If the cholestaetoma has affected the bone that separates the ear from the brain covering, the otologist may recommend a much more severe procedure called a mastoidectomy. The mastoidectomy involves actually removing that wall of bone. The result is an open cavity that requires follow-up treatment for the rest of the patient’s life, and the patient must be scrupulous about keeping the ear dry.

Besides that ongoing treatment, mastoidectomies require later, secondary surgery to restore hearing. Even after that surgery, though, hearing loss can be permanent.

Masteoidectomies used to be much more common than they are today; in fact, they were performed in virtually all cases in which a cholesteatoma affected the mastoid bone.
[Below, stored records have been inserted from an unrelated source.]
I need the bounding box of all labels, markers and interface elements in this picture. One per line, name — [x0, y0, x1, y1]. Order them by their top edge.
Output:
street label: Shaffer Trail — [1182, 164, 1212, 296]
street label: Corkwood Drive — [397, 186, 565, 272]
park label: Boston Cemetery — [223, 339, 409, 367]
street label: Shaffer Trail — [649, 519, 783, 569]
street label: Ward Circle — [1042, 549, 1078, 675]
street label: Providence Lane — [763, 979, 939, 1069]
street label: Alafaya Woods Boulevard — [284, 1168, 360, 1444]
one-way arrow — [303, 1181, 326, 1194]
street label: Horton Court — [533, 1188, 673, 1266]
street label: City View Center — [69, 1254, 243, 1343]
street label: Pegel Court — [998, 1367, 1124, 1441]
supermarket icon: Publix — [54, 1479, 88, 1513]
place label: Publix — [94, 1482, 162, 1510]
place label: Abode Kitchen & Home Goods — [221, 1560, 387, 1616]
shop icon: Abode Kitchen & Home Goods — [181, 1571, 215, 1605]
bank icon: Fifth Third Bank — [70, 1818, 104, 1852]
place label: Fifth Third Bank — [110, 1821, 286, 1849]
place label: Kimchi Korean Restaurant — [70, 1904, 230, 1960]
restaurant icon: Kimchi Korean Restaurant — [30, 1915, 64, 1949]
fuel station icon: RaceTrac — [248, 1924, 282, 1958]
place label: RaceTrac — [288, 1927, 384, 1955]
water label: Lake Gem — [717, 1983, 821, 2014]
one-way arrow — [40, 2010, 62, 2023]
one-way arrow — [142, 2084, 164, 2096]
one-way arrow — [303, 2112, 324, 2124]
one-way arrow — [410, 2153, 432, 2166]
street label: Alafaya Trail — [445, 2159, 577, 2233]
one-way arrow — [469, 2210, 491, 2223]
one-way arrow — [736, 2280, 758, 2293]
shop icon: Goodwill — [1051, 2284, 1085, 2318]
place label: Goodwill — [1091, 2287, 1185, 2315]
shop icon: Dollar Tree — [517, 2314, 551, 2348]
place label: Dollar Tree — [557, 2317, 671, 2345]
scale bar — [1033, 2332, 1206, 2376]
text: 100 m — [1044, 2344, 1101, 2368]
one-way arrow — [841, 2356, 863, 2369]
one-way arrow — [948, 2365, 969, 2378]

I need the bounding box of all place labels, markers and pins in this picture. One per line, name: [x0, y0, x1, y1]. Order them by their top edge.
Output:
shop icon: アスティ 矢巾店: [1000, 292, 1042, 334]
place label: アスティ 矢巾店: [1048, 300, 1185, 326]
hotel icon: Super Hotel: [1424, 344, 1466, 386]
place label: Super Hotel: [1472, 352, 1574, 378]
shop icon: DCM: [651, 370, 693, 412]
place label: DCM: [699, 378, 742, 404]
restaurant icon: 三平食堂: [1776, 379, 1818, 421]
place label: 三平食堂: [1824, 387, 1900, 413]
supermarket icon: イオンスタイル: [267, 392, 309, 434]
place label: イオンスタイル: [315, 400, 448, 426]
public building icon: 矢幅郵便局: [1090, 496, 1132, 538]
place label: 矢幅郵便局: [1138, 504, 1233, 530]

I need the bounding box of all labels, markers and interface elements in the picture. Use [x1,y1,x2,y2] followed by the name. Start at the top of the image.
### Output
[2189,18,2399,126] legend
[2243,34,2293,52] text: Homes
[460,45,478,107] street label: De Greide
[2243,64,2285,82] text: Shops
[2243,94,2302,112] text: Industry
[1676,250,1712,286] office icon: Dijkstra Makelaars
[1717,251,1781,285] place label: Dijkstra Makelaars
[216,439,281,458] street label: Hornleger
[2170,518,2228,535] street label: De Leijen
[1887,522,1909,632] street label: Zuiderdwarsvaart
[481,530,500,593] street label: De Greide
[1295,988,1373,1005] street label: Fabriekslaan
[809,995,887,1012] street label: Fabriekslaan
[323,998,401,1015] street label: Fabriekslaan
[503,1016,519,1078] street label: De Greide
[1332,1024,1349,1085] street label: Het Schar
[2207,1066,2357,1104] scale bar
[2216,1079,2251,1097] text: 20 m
These days, though, mastoidectomies are generally performed only in especially severe cases.

Today’s more common, much less radical, procedure is called an intact canal wall operation. In that procedure, the bony wall is left intact. That operation is much less damaging to the ear canal and eardrum. It’s easier for the patient to recover all of his or her hearing, and in most cases the patient can even allow water into the ear canal. A secondary operation to repair bone and restore hearing may still be necessary.

Once the cholesteatoma is removed, can it grow back?

Yes. Somewhere between 10 and 20 percent of cholesteatomas grow back, even if they’ve been surgically excised. Choleseatomas in children grow back significantly more often.

One of the advantages of a mastoidectomy, as opposed to the intact canal operation, is that it makes it easier for the otologist to see a regrowth of a cholesteatoma.

Is there anything I can do keep it from growing back?

No. But it’s absolutely necessary that you follow your otologist’s recommendations for follow-upo visits. The otologist will watch for any signs of recurrence to make sure it is detected as early as possible. Catching a re-growing cholesteatoma early will make further surgeries less invasive and will help guard against hearing loss.

If I’ve had a mastoidectomy, will I get my hearing back?

Almost always, but only after a subsequent operation to repair the bone. In fact, your hearing could actually be better after the secondary operation than it was before the mastoidectomy.

But in some cases, the damage to the ear from the cholesteatoma makes the restorative surgery impossible. In those cases, a hearing aid can usually help restore hearing.